● **TASK DETAILS**:
From the following material, say how many lines have "filter" in them; write only the number.

● **DATA SUPPLIED**:

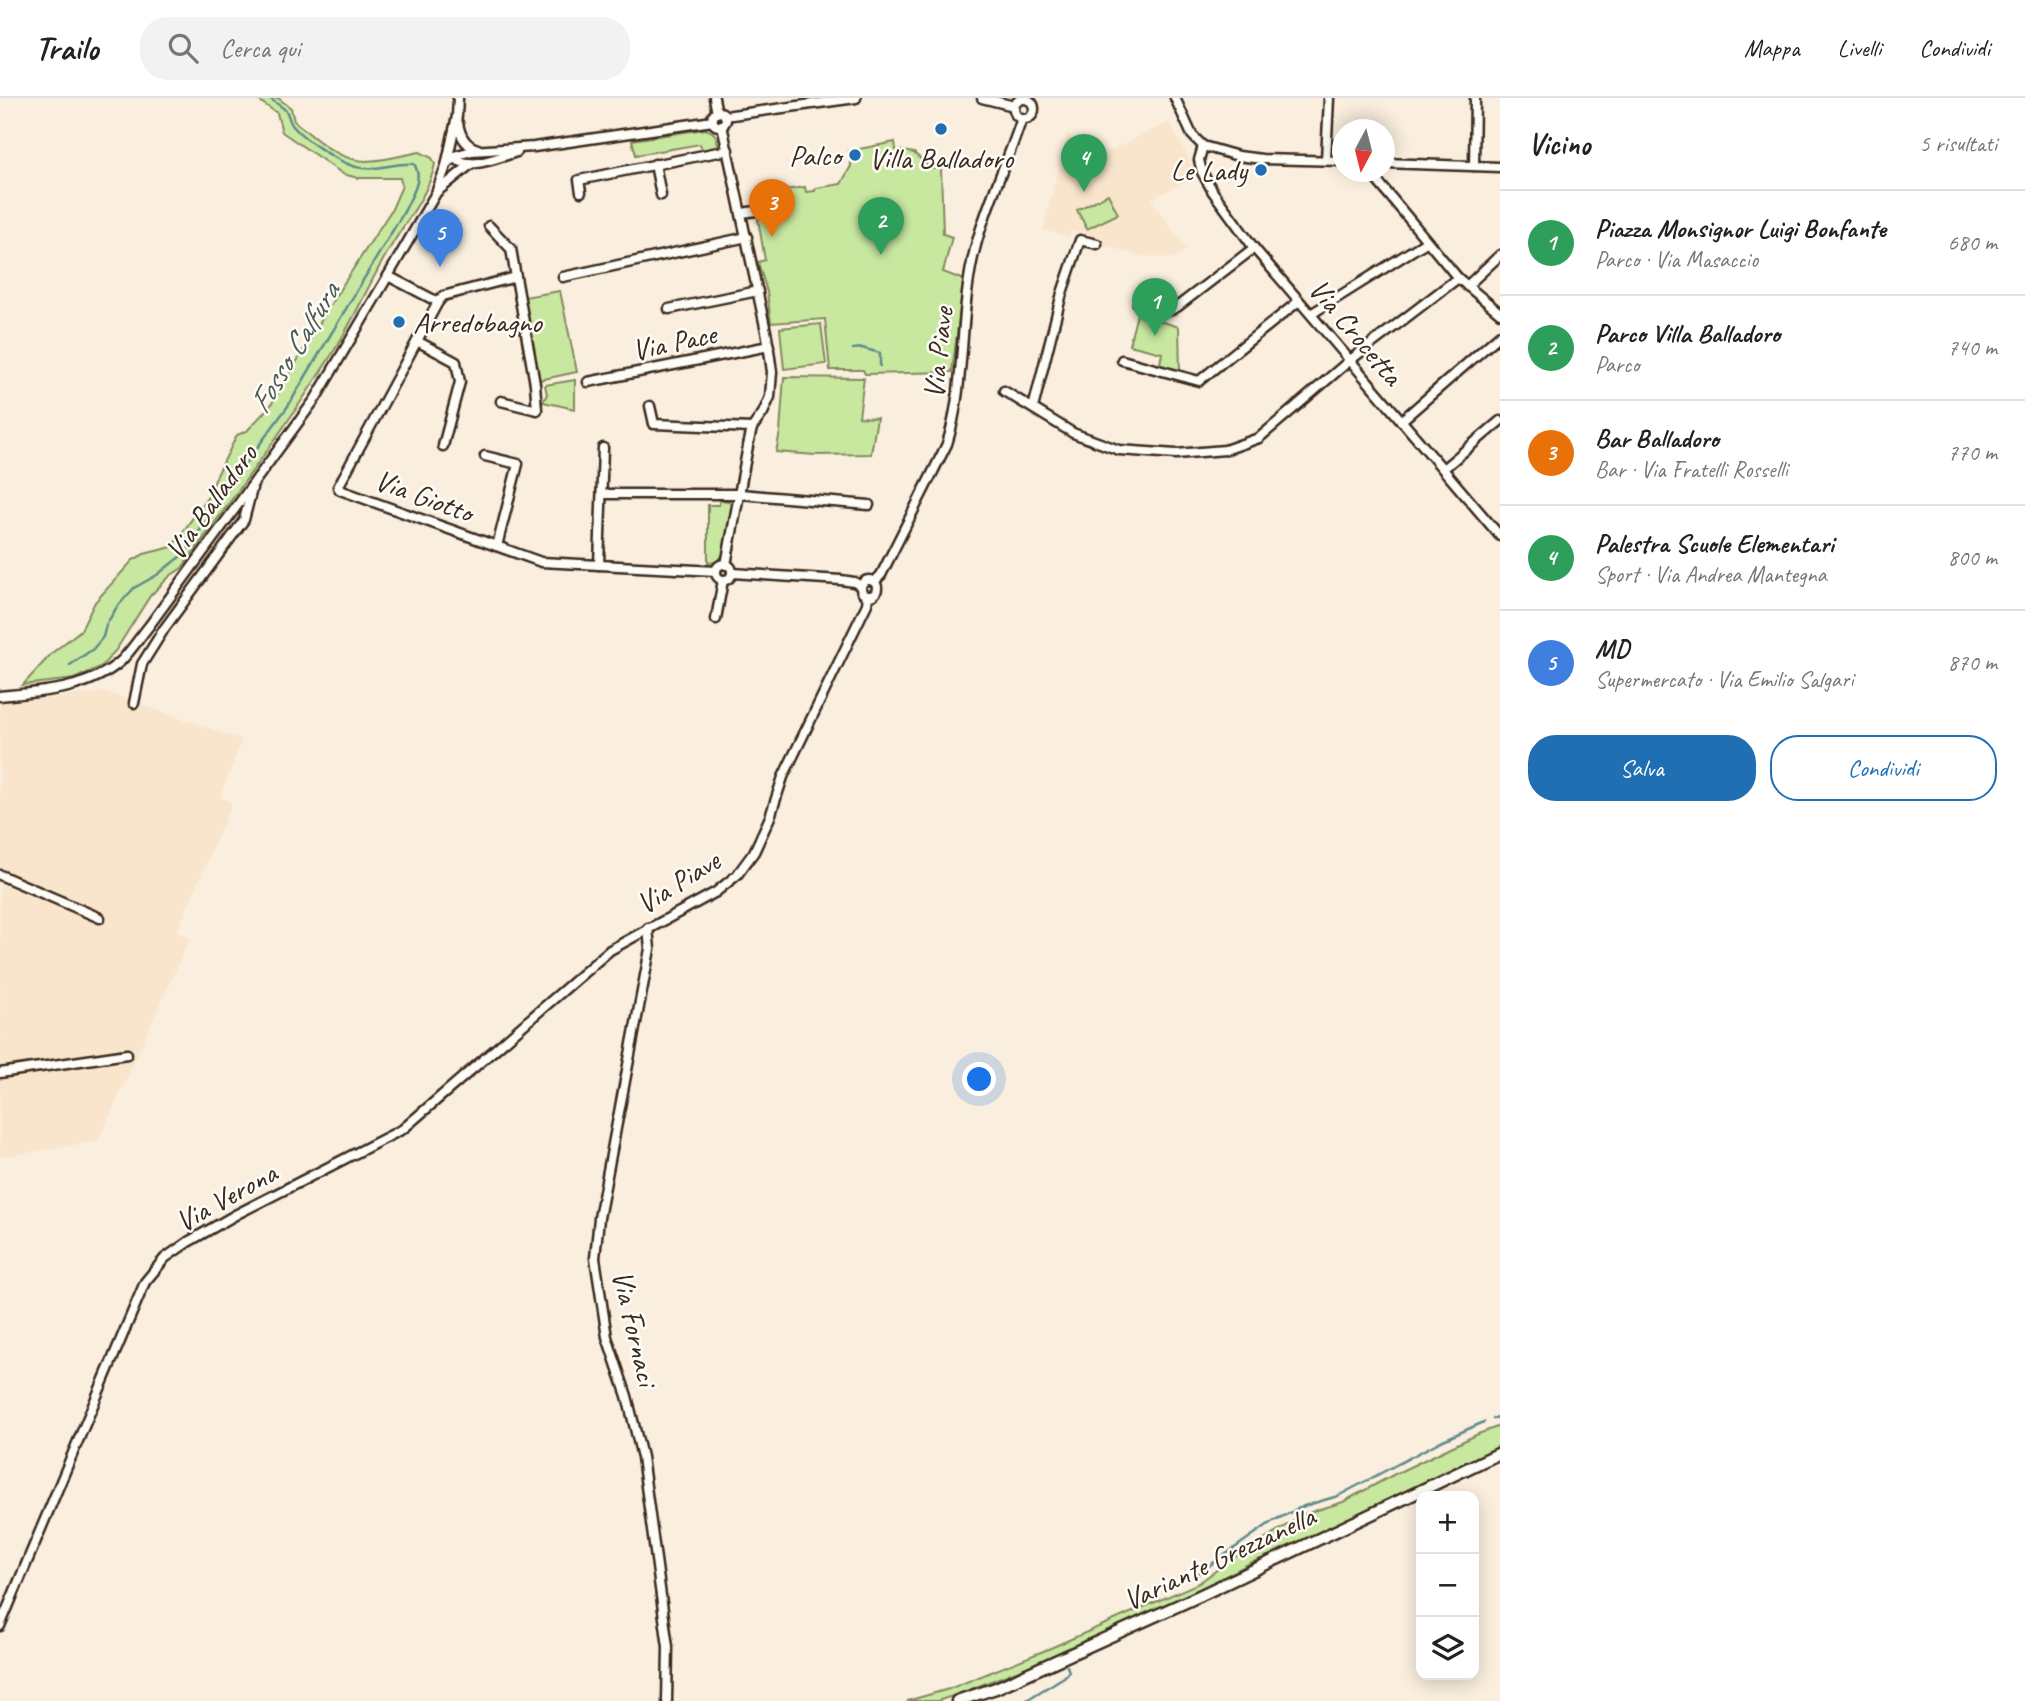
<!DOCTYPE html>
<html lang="it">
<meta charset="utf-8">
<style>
:root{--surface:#fff;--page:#f2f2f2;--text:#222;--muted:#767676;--line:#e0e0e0;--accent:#1f6fb2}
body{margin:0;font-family:Caveat,sans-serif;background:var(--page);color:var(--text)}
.controls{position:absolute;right:21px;bottom:21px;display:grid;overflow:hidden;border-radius:14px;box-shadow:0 4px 18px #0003}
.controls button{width:63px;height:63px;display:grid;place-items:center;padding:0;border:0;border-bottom:2px solid var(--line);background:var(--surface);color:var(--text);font:35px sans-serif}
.compass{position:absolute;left:1332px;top:21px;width:63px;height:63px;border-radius:50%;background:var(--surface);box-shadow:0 4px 18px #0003;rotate:187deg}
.you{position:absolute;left:980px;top:982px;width:24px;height:24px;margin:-18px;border:5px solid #fff;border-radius:50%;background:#1a73e8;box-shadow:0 0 0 10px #1a73e833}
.badge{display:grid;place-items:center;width:46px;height:46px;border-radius:50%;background:var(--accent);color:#fff;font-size:23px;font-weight:700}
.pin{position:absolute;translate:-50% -58px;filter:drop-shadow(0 2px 4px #0008)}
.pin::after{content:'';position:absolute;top:37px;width:24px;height:21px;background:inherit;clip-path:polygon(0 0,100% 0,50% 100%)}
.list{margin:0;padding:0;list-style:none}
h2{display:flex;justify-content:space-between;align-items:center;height:91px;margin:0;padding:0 28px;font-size:30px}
h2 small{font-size:23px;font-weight:400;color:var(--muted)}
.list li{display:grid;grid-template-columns:46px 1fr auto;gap:21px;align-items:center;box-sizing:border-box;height:105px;padding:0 28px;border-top:2px solid var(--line)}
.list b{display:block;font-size:26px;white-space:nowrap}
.list p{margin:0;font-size:23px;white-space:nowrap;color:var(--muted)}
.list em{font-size:23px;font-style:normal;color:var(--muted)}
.actions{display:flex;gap:14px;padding:21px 28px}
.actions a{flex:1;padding:16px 0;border:2px solid var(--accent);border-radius:28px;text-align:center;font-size:24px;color:var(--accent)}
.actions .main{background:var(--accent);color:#fff}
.icon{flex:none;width:38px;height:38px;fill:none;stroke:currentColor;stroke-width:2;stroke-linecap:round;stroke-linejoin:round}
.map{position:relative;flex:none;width:1500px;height:1603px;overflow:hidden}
header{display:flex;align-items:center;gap:42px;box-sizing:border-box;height:98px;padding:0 35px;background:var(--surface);border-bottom:2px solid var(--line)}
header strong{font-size:33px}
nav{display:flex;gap:38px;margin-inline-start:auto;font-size:24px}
.search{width:490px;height:63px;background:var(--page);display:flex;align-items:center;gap:18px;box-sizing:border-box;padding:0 24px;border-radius:28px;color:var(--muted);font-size:26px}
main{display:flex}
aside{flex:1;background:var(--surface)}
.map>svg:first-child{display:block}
.built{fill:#f8e5cc}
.green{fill:#c8e8a0;stroke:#82895f;stroke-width:2}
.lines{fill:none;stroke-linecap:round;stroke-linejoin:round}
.stream{stroke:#618b8b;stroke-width:2.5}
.minor-casing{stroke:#3b2a1e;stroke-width:13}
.major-casing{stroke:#3b2a1e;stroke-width:15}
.minor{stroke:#fdfcf7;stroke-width:8}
.major{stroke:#fdfcf7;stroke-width:10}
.poi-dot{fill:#1f6fb2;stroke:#fdfcf7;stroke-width:2.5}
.labels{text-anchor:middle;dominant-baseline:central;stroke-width:5;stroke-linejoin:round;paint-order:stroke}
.poi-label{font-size:30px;fill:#3b2a1e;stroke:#fdfcf7;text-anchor:end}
.street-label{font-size:30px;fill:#3b2a1e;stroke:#fdfcf7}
.water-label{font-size:32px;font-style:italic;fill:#4e5b55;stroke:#fdfcf7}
</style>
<header>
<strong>Trailo</strong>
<div class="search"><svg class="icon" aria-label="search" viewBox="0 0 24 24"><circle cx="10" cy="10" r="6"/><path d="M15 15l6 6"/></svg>Cerca qui</div>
<nav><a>Mappa</a><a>Livelli</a><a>Condividi</a></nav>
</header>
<main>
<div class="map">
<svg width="1500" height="1603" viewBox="0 0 1500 1603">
<rect width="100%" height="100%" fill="#faeede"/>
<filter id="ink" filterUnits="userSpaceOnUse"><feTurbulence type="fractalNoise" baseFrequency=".0143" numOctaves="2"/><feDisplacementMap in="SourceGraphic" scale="14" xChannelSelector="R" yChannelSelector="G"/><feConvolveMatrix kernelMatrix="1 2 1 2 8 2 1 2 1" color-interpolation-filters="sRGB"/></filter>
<g filter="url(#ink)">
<g class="built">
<path d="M1169 24 1198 78 1151 101 1187 152 1172 160 1140 158 1104 147V141L1071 133 1069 139 1043 132 1067 36 1073 42 1084 48 1091 62Z"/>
<path d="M106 594 242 642 220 699 232 705 177 833 190 840 98 1043 0 1059V605Z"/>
</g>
<g class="green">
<path d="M255 0H278L291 10 294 23C314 39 338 63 366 63 384 63 403 57 420 54L432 60 435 66C428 98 406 122 390 150 370 183 355 220 334 253 287 328 234 398 182 470L170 478 150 498 116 552 102 568 74 581 23 587 52 555 81 532 95 504 133 462 144 456 172 449 212 393 215 381 237 337 247 333 271 307 335 199 392 111 402 88 400 80H358L343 76 282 34 277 15Z"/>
<path d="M705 31C717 34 717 40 719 51L703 53 700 46 636 57 632 42Z"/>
<path d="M895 44 896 52 914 55 931 71 941 70 943 136 952 139 943 174 964 182 952 274 865 276 863 272H830L825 221 771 225 767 194 758 164 765 162 758 121 779 118V92L784 89 785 92 805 89 806 94 815 93V90L841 86 851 68 849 53Z"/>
<path d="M1108 96 1118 116 1087 131 1077 112Z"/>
<path d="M560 193 577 274 539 282 524 199Z"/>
<path d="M1137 216 1179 229 1180 275 1159 270 1162 255 1129 247Z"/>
<path d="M821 226 826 266 784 271 780 230Z"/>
<path d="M784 279 864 280 859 319 877 320 871 356 816 357 776 354 780 334Z"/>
<path d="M575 282V311L543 304 547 296 545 287Z"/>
<path d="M720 402 729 403 734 410 726 453 717 464 708 465V407H719Z"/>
<path d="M1500 1328V1349L1286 1452 1250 1465 1205 1490 1074 1550 956 1597 937 1603H907L949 1591 1046 1552 1199 1485 1233 1460 1305 1416 1343 1404 1393 1377 1478 1336Z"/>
</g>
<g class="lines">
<g class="stream">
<path d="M853 251 862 250 880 255V268"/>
<path d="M70 567 93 551 103 539 106 527 117 509 134 490 157 477 186 454 223 396 288 308 405 112C411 98 424 81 414 66 395 64 376 74 356 69 338 64 303 41 292 27 289 23 289 17 286 13 282 8 274 4 269 0"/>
<path d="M1493 1321 1500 1318"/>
<path d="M1189 1482 1273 1423 1304 1408 1338 1398 1441 1343 1484 1324"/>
<path d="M1025 1603 1064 1579 1069 1574 1067 1568"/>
</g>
<defs>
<g id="minor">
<path d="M714 0 717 15"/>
<path d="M982 0 1014 8"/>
<path d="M1175 0 1192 37 1203 48 1238 58 1262 61 1342 63"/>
<circle cx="1024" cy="11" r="10"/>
<circle cx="719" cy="21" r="7"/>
<path d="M725 18 856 0"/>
<path d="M458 25C460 37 465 48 478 51"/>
<path d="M722 27 767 238 772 274 770 299 763 315 752 330 748 348 726 467"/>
<path d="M1203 48 1199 62 1202 74 1213 94 1254 150 1500 438"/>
<path d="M451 57C467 75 498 59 517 54"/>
<path d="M1326 62 1329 0"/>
<path d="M448 65 457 57 472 53 534 49 713 23"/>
<path d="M1384 65 1500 69"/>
<path d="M655 66 661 97"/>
<path d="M1474 68 1475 0"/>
<path d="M1370 74 1458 180 1500 215"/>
<path d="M438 93 471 66"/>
<path d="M581 94 579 82 728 52"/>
<path d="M742 115 783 109"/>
<path d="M489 128 511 151 535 286 537 312 501 303"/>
<path d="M388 178 438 204 443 198 516 179"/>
<path d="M563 179 747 139"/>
<path d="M1467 188 1500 157"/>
<path d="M438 204 338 389 340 392 541 464 716 473"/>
<path d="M1138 206 1169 213 1177 209 1254 150"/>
<path d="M669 211 758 193"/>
<path d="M1311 216 1426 144"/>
<path d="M417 243 456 264 460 284 443 348"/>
<path d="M1122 262 1199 283 1299 203"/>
<path d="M588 284 769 248"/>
<path d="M1004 293 1073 335 1119 352 1176 356 1225 352 1259 340 1349 263 1458 180"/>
<path d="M650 308 654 326 752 330"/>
<path d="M1033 310 1062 195 1080 142 1097 146"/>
<path d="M1401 323 1500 237"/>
<path d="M485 358 518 366 497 448"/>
<path d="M1443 371 1500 323"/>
<path d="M603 396H740L869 407"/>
<circle cx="724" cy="474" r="8"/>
<path d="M599 467 603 350"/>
<path d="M732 475 841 482 854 484 861 488"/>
<circle cx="869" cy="490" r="8"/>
<path d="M874 484 881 477 947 346C966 286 959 213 975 151 986 106 1008 64 1022 20"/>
<path d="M716 521 723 482"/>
<path d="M0 598C42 594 88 592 121 563 131 553 140 539 149 528L316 300 388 178 436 95 446 68 457 18 458 0"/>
<path d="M134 605 142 566 164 531 244 422 252 391"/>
<path d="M0 777 100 820"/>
<path d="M648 830 650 851 599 1120 595 1160 607 1239 627 1298 642 1359 668 1549 667 1603"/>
<path d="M0 975 127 956"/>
<path d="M0 1528 145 1184 165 1160 188 1144 237 1116 403 1031 610 852 716 794 737 777 754 754 770 719 783 679 867 506 868 498"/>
</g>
<path id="major" d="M957 1603 996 1590 1199 1498 1500 1355"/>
</defs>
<use href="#minor" class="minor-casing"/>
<use href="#major" class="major-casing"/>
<use href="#minor" class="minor"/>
<use href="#major" class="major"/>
</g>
</g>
<g class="poi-dot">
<circle cx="941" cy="31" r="7"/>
<circle cx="855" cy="57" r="7"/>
<circle cx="1261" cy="72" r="7"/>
<circle cx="399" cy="224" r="7"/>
</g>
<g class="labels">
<g class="poi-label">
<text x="841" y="57">Palco</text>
<text x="941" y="60" text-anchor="middle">Villa Balladoro</text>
<text x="1247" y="72">Le Lady</text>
<text x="413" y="224" text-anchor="start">Arredobagno</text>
</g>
<g class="street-label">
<text transform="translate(1356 234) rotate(50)">Via Crocetta</text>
<text transform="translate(674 244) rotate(-12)">Via Pace</text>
<text transform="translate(938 255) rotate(-84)">Via Piave</text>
<text transform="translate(424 398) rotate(20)">Via Giotto</text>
<text transform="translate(211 404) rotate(-54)">Via Balladoro</text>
<text transform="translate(678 784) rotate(-32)">Via Piave</text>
<text transform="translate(226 1099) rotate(-29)">Via Verona</text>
<text transform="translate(635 1230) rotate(77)">Via Fornaci</text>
<text transform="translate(1219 1460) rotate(-25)">Variante Grezzanella</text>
</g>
<g class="water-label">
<text transform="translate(294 250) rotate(-59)">Fosso Calfura</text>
</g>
</g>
</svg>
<div class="controls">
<button>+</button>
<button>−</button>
<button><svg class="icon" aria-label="layers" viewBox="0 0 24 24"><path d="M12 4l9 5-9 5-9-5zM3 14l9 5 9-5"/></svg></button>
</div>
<svg class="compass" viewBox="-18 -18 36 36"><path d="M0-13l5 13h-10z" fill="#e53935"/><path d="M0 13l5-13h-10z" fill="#767676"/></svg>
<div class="you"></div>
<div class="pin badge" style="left:1155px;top:238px;background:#2e9e5b">1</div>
<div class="pin badge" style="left:881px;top:157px;background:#2e9e5b">2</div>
<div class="pin badge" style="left:772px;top:139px;background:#e8710a">3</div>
<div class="pin badge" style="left:1084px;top:94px;background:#2e9e5b">4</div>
<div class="pin badge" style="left:440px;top:169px;background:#3f7fe0">5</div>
</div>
<aside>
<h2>Vicino<small>5 risultati</small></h2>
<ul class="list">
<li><span class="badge" style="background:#2e9e5b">1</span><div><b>Piazza Monsignor Luigi Bonfante</b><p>Parco · Via Masaccio</p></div><em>680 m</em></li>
<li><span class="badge" style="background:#2e9e5b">2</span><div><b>Parco Villa Balladoro</b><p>Parco</p></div><em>740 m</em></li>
<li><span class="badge" style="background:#e8710a">3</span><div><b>Bar Balladoro</b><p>Bar · Via Fratelli Rosselli</p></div><em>770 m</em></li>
<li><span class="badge" style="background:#2e9e5b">4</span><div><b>Palestra Scuole Elementari</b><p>Sport · Via Andrea Mantegna</p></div><em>800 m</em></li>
<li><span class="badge" style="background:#3f7fe0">5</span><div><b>MD</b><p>Supermercato · Via Emilio Salgari</p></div><em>870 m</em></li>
</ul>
<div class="actions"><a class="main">Salva</a><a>Condividi</a></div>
</aside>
</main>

● **YOUR RESPONSE**:
3